The question "what's happening inside the CUDAGraph" is particularly insightful. It recognizes that CUDAGraph is not a monolithic optimization but a complex mechanism with its own performance characteristics. Even with CUDAGraph enabled, the NCCL allreduce operations still execute—they're just captured in a graph and replayed with lower overhead. The question is whether the overhead reduction is sufficient to make the NCCL bottleneck tolerable, or whether the fundamental PCIe latency remains the limiting factor regardless of CUDAGraph.
Decisions Made
This message makes two key decisions:
- Restart without speculation: The assistant decides to strip away the speculative decoding configuration and return to the baseline. This is a methodological choice that prioritizes clean measurements over continued experimentation. It reflects an understanding that you cannot optimize what you cannot measure, and you cannot measure what you cannot isolate.
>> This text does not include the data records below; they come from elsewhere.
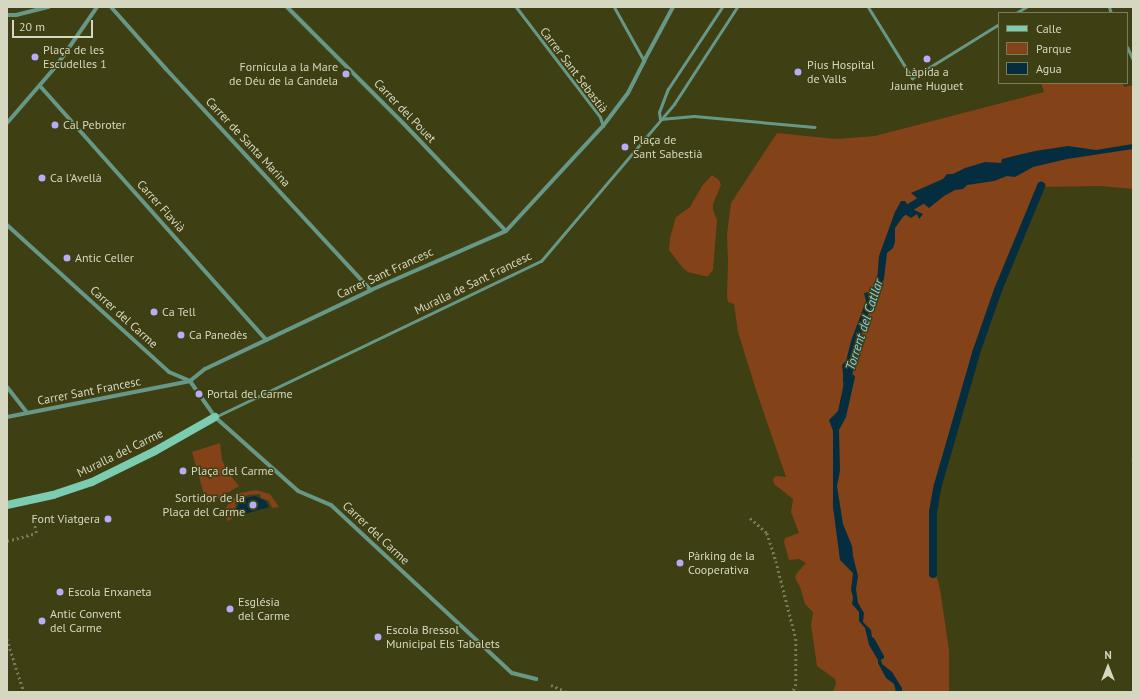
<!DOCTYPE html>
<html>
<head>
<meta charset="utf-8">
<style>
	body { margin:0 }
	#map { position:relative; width:1140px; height:699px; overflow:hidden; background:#3e3f13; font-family:"PT Sans",sans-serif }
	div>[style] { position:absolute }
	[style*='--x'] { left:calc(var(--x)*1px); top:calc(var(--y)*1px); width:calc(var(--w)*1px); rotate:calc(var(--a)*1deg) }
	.green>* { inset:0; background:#834217 }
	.water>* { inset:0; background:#042e3f }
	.stream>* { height:8px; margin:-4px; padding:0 4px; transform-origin:4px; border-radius:4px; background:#042e3f }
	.path>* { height:2.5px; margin-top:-1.25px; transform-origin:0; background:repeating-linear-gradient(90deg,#797a56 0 2px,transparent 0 5px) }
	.service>* { height:3px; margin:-1.5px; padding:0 1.5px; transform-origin:1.5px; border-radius:1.5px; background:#679887 }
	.minor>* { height:4px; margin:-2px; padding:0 2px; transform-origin:2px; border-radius:2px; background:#679887 }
	.secondary>* { height:8px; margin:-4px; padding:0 4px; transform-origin:4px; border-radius:4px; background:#7bccb0 }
	.dots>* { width:11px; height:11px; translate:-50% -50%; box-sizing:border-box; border:2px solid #3e3f13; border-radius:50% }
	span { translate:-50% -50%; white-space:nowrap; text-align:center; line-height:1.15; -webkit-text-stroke:3px #3e3f13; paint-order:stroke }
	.poi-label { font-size:12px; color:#d6d7c0 }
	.left { translate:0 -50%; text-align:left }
	.right { translate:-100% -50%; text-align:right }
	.street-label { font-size:12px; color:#d6d7c0 }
	.water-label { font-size:13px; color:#80d2f8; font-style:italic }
	.frame { position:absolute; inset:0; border:8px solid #d6d7c0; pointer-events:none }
	.legend { position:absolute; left:998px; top:12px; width:130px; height:72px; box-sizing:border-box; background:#3e3f13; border:1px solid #7b7c58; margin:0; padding:5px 7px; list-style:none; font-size:12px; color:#d6d7c0 }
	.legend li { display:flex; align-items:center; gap:8px; height:20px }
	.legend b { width:20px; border:1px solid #7b7c58 }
	.north { position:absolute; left:1088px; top:647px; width:40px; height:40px; -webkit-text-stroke:3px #3e3f13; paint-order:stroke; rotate:0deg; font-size:11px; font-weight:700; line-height:16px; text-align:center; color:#d6d7c0 }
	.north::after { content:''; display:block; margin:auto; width:14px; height:18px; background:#d6d7c0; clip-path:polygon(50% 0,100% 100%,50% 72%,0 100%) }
	.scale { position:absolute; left:12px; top:20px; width:81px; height:18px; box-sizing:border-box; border:2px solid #d6d7c0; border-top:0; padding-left:5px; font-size:12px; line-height:14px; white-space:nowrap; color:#d6d7c0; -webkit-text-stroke:3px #3e3f13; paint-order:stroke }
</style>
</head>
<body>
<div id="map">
	<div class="green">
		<i style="clip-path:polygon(1041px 83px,1122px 83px,1124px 87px,1133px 85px,1133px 189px,1101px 186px,1037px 187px,996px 289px,973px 353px,930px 510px,932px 559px,940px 589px,949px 650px,949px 692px,833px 692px,836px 683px,835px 679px,817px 666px,811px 625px,813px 612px,805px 604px,800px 587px,795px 578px,797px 573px,806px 563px,799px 559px,789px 560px,784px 542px,785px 538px,799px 533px,791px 512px,793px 499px,774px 484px,773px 479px,776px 476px,786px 477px,756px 390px,738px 332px,734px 304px,728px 302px,727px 297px,728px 261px,727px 234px,731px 203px,777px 133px,836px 139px,875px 136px,1044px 92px)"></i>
		<i style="clip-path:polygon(712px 175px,719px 180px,721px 185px,713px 204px,713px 210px,717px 220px,713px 270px,708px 276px,704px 276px,688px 272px,682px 267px,669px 250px,670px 238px,676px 217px,690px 207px,702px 186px)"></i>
		<i style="clip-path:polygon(220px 443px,222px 460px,227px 471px,239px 486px,207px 505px,192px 452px)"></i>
		<i style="clip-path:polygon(256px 490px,270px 494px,279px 507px,272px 508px,269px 501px,261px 498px,260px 494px,248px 495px,235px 503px,236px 506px,232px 512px,232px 519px,227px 521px,226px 508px,231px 500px,240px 493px)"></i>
	</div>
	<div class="water">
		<i style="clip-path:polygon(1133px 144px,1133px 149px,1067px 159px,1033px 167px,1015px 177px,1007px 176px,994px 181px,967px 185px,963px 189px,955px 190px,944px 196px,929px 208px,911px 193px,943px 179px,947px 174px,953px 174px,965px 168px,985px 162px,1001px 163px,1002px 159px,1035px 151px,1068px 146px,1096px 150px)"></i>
		<i style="clip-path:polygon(901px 201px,905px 201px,910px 208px,923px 214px,919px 219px,917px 214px,911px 218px,905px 214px,895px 228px,895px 242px,893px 248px,887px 253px,884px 279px,870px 309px,858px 345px,854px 350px,854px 355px,848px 360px,849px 365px,847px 367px,846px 373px,847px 378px,851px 378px,853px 374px,855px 377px,846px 417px,839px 430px,840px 471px,837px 486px,843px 524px,852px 546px,853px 556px,858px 576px,856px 589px,858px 603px,864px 613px,863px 622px,871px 630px,872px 637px,874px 638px,884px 656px,884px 658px,881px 660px,882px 664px,892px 672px,902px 688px,902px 692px,896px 692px,894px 684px,886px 678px,878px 663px,878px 660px,869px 645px,865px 628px,859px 621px,859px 612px,852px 604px,853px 597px,851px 590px,853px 573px,840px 560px,833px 507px,833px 431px,829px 420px,838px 411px,844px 383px,842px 365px,846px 361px,851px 341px,866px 301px,864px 293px,869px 292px,877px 281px,879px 256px,895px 212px)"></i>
		<i style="clip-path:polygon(255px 496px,266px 501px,269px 507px,234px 517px,234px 511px,238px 506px,238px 503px,245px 498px)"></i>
	</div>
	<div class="stream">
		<i style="--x:901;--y:213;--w:32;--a:-32"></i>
		<i style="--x:848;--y:389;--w:10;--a:-96"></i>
		<i style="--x:847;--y:379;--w:33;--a:-76"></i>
		<i style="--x:933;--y:574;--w:62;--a:-90"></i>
		<i style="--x:933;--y:512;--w:27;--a:-80"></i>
		<i style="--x:938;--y:485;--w:137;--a:-73.9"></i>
		<i style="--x:976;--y:353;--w:67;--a:-70.8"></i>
		<i style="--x:998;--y:290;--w:113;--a:-67.5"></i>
	</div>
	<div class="path">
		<i style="--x:1133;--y:461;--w:2;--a:-90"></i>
		<i style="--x:750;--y:518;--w:23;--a:41"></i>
		<i style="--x:767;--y:533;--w:29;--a:72"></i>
		<i style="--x:776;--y:561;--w:81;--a:75.6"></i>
		<i style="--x:796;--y:639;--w:45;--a:90"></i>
		<i style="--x:796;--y:684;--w:9;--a:111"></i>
		<i style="--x:7;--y:541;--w:30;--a:-15"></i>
		<i style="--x:36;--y:533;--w:15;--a:-101"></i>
		<i style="--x:7;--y:639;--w:56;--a:72.2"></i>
		<i style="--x:551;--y:685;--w:17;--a:24"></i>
	</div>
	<div class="service">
		<i style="--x:516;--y:7;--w:138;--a:52.6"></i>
		<i style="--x:600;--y:117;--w:9;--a:72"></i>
		<i style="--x:614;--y:7;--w:62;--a:60.9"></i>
		<i style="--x:868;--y:7;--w:84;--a:58.2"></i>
		<i style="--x:912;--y:78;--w:102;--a:-31.8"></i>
		<i style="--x:1109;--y:7;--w:6;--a:72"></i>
		<i style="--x:1016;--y:13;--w:12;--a:-31"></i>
		<i style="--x:1127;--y:47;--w:14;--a:65"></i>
		<i style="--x:660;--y:119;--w:34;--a:-5"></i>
		<i style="--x:694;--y:116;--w:121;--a:5.2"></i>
		<i style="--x:660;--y:119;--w:7;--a:-98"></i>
		<i style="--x:659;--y:112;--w:25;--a:-69"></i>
		<i style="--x:668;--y:89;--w:98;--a:-56.6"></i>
		<i style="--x:215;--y:417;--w:361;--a:-25.6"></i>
		<i style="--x:541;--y:261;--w:206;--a:-49.7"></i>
		<i style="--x:674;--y:104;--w:116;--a:-57"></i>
	</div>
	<div class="minor">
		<i style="--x:111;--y:7;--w:83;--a:48.4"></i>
		<i style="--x:166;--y:69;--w:301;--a:47.2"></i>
		<i style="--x:287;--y:7;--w:164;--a:45"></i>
		<i style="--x:403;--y:123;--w:149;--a:46.4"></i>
		<i style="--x:7;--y:15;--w:9;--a:0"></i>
		<i style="--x:16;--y:15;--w:34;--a:-14"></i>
		<i style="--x:40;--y:86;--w:340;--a:48.3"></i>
		<i style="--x:7;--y:123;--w:77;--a:-49.2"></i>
		<i style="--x:57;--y:65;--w:70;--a:-55.4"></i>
		<i style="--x:7;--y:225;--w:219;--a:42.2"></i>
		<i style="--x:169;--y:372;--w:23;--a:23"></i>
		<i style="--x:190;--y:381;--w:44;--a:55.2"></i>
		<i style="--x:215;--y:417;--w:111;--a:41.7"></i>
		<i style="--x:298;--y:491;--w:36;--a:23"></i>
		<i style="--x:331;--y:505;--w:247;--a:42.9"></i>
		<i style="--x:512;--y:673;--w:25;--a:14"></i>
		<i style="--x:7;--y:387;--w:33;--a:52"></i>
		<i style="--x:7;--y:417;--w:187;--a:-11.1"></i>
		<i style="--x:190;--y:381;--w:19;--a:-39"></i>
		<i style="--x:205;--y:369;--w:184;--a:-25.4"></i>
		<i style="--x:371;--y:290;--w:147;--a:-23.6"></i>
		<i style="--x:506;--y:231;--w:143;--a:-47.3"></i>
		<i style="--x:603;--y:126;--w:41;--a:-52.9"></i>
		<i style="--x:628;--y:93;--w:36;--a:-63"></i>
		<i style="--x:644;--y:61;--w:61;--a:-61.8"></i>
	</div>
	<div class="secondary">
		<i style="--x:7;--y:505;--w:47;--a:-12.3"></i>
		<i style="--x:53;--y:495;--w:41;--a:-18.4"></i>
		<i style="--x:92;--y:482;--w:70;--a:-26.2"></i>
		<i style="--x:155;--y:451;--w:69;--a:-29.5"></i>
	</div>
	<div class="dots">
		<i style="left:35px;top:57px;background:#b6acf8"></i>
		<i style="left:927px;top:59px;background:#b6acf8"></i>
		<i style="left:798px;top:72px;background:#b6acf8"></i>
		<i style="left:346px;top:74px;background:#b6acf8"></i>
		<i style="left:55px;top:125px;background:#b6acf8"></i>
		<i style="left:625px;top:147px;background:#b6acf8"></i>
		<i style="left:42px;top:178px;background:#b6acf8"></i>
		<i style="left:67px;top:258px;background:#b6acf8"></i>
		<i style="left:154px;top:312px;background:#b6acf8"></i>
		<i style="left:181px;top:335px;background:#b6acf8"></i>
		<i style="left:199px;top:394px;background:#b6acf8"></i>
		<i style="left:183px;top:471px;background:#b6acf8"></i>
		<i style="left:253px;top:505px;background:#b6acf8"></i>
		<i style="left:108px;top:519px;background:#b6acf8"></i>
		<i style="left:680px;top:563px;background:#b6acf8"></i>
		<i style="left:60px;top:592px;background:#b6acf8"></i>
		<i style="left:230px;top:609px;background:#b6acf8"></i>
		<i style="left:42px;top:621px;background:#b6acf8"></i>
		<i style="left:378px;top:637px;background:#b6acf8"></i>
	</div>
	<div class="poi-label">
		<span class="left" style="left:43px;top:57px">Plaça de les<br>Escudelles 1</span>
		<span class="left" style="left:807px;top:72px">Pius Hospital<br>de Valls</span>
		<span class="right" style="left:338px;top:74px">Fornícula a la Mare<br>de Déu de la Candela</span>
		<span style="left:927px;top:79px">Làpida a<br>Jaume Huguet</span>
		<span class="left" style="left:63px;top:125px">Cal Pebroter</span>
		<span class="left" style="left:633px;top:147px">Plaça de<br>Sant Sabestià</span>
		<span class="left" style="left:50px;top:178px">Ca l'Avellà</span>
		<span class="left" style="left:75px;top:258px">Antic Celler</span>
		<span class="left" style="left:162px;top:312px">Ca Tell</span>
		<span class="left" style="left:189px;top:335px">Ca Panedès</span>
		<span class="left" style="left:207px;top:394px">Portal del Carme</span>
		<span class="left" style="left:191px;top:471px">Plaça del Carme</span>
		<span class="right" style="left:245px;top:505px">Sortidor de la<br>Plaça del Carme</span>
		<span class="right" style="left:100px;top:519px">Font Viatgera</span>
		<span class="left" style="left:688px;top:563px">Pàrking de la<br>Cooperativa</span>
		<span class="left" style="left:68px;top:592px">Escola Enxaneta</span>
		<span class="left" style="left:238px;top:609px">Església<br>del Carme</span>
		<span class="left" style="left:50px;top:621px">Antic Convent<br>del Carme</span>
		<span class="left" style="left:386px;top:637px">Escola Bressol<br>Municipal Els Tabalets</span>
	</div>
	<div class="street-label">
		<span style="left:574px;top:70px;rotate:53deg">Carrer Sant Sebastià</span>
		<span style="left:405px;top:111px;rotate:46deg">Carrer del Pouet</span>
		<span style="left:248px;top:142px;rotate:47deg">Carrer de Santa Marina</span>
		<span style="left:161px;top:206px;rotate:48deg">Carrer Flavià</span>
		<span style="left:385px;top:273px;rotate:-25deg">Carrer Sant Francesc</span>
		<span style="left:473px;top:283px;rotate:-26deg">Muralla de Sant Francesc</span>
		<span style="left:124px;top:317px;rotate:42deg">Carrer del Carme</span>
		<span style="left:89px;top:391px;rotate:-11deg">Carrer Sant Francesc</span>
		<span style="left:120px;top:453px;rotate:-26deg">Muralla del Carme</span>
		<span style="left:376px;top:533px;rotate:43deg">Carrer del Carme</span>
	</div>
	<div class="water-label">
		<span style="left:865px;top:325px;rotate:-72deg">Torrent del Catllar</span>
	</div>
	<div class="frame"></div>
	<ul class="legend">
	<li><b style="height:5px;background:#7bccb0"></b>Calle</li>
	<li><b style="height:11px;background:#834217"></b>Parque</li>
	<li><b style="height:11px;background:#042e3f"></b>Agua</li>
	</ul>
	<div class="north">N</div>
	<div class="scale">20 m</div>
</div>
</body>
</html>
- Profile CUDAGraph internals: Rather than accepting the 43 tok/s number as a final result, the assistant decides to dig deeper into what CUDAGraph is actually doing during inference. This reflects a refusal to treat any performance measurement as final—there is always another layer of understanding to uncover.
Potential Missteps
The assistant's assumption that the log would contain detailed CUDAGraph activity information was not fully validated. The sparse output could indicate that vLLM's CUDAGraph implementation does not log capture events at the default INFO level, or that graph capture happens asynchronously and hasn't been triggered yet. A more thorough approach might have checked the vLLM source code for CUDAGraph logging behavior, or run a small number of inference requests and then checked for capture events.
Additionally, the assistant's focus on NCCL allreduce as the primary bottleneck may be premature. While the profiling data strongly supports this conclusion, the profiling was done on a different configuration (with --enforce-eager according to the agent). The actual bottleneck with CUDAGraph enabled could be different—perhaps memory bandwidth, kernel launch overhead, or the GGUF dequantization kernels.
Conclusion
Message [msg 2002] is a masterclass in the discipline of verification. In a complex systems debugging effort where assumptions accumulate like sediment—each one built on the last, each one potentially wrong—the act of stepping back and checking the fundamentals is invaluable. The assistant could have accepted the 43 tok/s measurement and moved on to other optimizations. Instead, it questioned whether the measurement was valid, checked the configuration, identified a confounding variable, and formulated a plan to get cleaner data. This is the kind of methodological rigor that separates surface-level debugging from deep system understanding. Whether the subsequent investigation reveals that CUDAGraph is working perfectly or that it's not capturing NCCL calls at all, the act of asking the question is what makes the answer possible.